MOTIFS DE LA DÉCISION
Sur l’absence d’avis aux Procureurs du lieu de retenue et du lieu de rétention du placement au centre de rétention administrative
En l’espèce, il ressort du procès verbal de fin de retenue qui fait foi jusqu’à preuve du contraire, que les procureurs de la république près le tribunal judiciaire de Dunkerque et de Lille ont été immédiatement avisés du placement au centre de rétention administrative (page 25),alors que le procès verbal a été rédigé le 25 février 2026 à 15h50 et que le placement a été notifié à 16h. Il se retrouve en procédure le mail de l’avis de placement adressés aux parquets de [Localité 2] et de [Localité 4] (page 13 du dossier de prolongation).

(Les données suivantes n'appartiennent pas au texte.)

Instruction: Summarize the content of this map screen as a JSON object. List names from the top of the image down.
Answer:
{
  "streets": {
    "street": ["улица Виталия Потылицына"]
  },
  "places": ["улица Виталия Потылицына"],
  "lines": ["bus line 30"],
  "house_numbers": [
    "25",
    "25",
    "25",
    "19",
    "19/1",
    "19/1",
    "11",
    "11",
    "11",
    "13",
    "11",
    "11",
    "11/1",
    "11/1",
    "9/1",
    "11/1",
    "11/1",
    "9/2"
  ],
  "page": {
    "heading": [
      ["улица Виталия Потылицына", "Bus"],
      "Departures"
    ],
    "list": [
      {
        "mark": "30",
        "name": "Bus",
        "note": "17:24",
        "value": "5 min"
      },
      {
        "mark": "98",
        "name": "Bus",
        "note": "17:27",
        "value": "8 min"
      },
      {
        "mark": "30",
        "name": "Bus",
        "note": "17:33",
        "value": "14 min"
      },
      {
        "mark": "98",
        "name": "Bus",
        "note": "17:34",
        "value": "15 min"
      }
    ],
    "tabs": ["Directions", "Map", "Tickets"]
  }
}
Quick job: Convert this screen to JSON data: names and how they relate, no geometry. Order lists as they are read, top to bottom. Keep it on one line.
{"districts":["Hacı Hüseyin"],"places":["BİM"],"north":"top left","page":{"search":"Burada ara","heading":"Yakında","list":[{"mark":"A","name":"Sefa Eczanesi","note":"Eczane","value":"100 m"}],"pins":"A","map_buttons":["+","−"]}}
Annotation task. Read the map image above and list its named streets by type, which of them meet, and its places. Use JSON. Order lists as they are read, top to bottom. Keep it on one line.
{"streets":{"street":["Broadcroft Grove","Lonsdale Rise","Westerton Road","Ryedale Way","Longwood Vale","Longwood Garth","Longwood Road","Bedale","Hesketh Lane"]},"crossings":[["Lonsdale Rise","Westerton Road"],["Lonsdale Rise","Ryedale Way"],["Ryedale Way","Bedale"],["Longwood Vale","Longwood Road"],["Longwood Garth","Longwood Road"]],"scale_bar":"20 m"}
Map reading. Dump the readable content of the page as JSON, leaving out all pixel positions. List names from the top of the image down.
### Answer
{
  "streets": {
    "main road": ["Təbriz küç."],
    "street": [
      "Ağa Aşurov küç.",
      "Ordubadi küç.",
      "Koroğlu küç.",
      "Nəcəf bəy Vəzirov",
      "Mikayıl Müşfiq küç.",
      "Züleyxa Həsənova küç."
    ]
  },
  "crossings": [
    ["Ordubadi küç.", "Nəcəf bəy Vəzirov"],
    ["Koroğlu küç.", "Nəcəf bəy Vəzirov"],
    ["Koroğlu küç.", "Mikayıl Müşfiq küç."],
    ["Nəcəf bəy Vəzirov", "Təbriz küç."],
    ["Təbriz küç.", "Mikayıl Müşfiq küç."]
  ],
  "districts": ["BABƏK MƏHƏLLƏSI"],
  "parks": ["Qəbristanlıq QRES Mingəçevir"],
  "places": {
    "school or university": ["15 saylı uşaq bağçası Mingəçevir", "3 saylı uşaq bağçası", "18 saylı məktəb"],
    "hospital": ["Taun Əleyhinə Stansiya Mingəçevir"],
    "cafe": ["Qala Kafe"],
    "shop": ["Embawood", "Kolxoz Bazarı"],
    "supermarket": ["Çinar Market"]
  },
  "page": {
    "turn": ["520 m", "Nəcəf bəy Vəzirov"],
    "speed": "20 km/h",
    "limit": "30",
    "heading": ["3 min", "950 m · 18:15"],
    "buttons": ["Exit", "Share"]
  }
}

Ces éléments sont sufisants pour justifier que la diligence a été faite, dès lors le moyen qui manque en fait sera rejeté.
L’intéressé étant en possession de son passeport. Une demande de routing a été effectuée le 26 février 2026, les diligences de l’administration sont suffisantes dès lors qu’il n’appartient pas au juge qui n’a pas été saisi d’un recours contre la décision administrative d’apprécier l’opportunité de la mesure de placement en rétention pas plus que le pays de destination qui ressort de la compétence exclusive du tribunal administratif.
PAR CES MOTIFS
Statuant publiquement en premier ressort, par décision assortie de l’exécution provisoire,
DÉCLARONS recevable la requête en prolongation de la rétention administrative ;
ORDONNONS LA PROLONGATION DE LA RETENTION de M. [H] [C] pour une durée de vingt-six jours à compter du 1er mars 2026 à 16h00 ;
Fait à [Localité 4], le 27 Février 2026
Notifié ce jour à h mn
[E] GREFFIER [E] MAGISTRAT DELEGUE
NOTIFICATION DE L’ORDONNANCE AUX PARTIES
DOSSIER : N° RG 26/00428 – N° Portalis DBZS-W-B7K-2QXR -
M. LE PREFET DU NORD / M. [H] [C]
DATE DE L’ORDONNANCE : 27 Février 2026
NOTIFIONS sur le champ la présente ordonnance aux parties, qui en émargeant ci-après, attestent en avoir reçu copie et les avisons de la possibilité de faire appel, devant le Premier président de la cour d’appel ou son délégué, de la présente ordonnance dans les vingt-quatre heures de son prononcé ; les informons que la déclaration d’appel doit être motivée et peut être transmise par tout moyen (notamment par mail via la boîte structurelle : [Courriel 1]) ; leur indiquons que seul l’appel formé par le ministère public peut être déclaré suspensif par le Premier président de la cour d’appel ou son délégué si celui-ci est formé dans les six heures de la décision.
Information est donnée à M. [H] [C] qu’il est maintenu à disposition de la justice pendant un délai de six heures à compter de la notification de la présente ordonnance au procureur de la République, lorsqu’il est mis fin à sa rétention ou lors d’une assignation à résidence. Durant cette période, l’intéressé peut, s’il le souhaite, contacter son avocat et un tiers, rencontrer un médecin et s’alimenter.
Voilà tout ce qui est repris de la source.